Eles são famosos pela violência. Eles são os responsáveis pelo clima de confronto nos domingos de clássico de futebol. Eles também compõem números significativos nas comunidades e periferias, onde desejosos de integração, distinção social e pertencimento, vestem as camisas de seus times e fazem do espaço urbano em dias de jogos, um espaço de confrontos e cantos. Eles quebram carros, ônibus, bancos, placas. Eles, inclusive, se matam. Eles são temidos pela imagem de violência que construíram, são os outros, os torcedores organizados, os indesejados.

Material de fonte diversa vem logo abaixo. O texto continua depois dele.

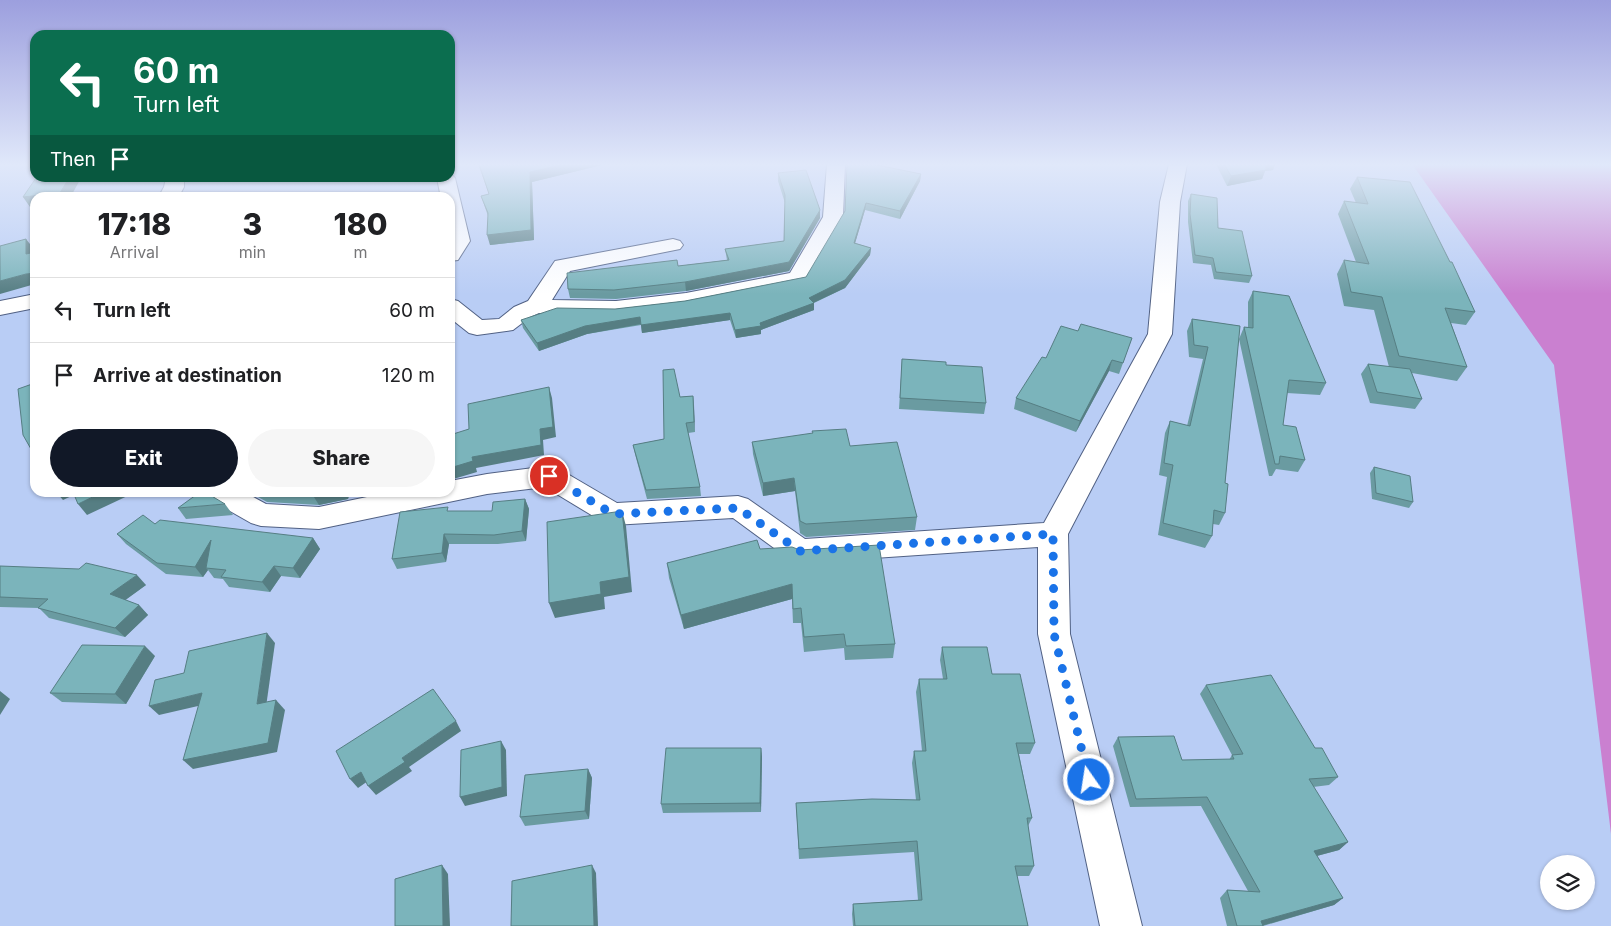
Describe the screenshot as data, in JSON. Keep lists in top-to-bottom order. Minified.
{"page":{"turn":["60 m","Turn left"],"then":"Then","eta":["17:18","Arrival","3","min","180","m"],"list":[{"name":"Turn left","value":"60 m"},{"name":"Arrive at destination","value":"120 m"}],"buttons":["Exit","Share"]}}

Mas, qual o motivo de serem indesejados? Perturbam a ordem vigente, escancaram a violência estrutural que marca a nossa sociabilidade, relembram todos os finais de semana que nossas contradições de classe estão abertas, e que o problema da desigualdade, se não confrontado, resulta em invisibilizações e exclusões. São os grupos que lembram a todo momento que a cidade não é espaço de uma classe apenas, que nos finais de semana, no auge de seu divertimento e integração ao consumo, não querem ser lembradas do estado de exceção que é normalizado entre nós. Também escancaram todos os dias que, o projeto conciliatório, que pensava o futebol como o espaço ritual do encontro harmônico das classes, fracassou.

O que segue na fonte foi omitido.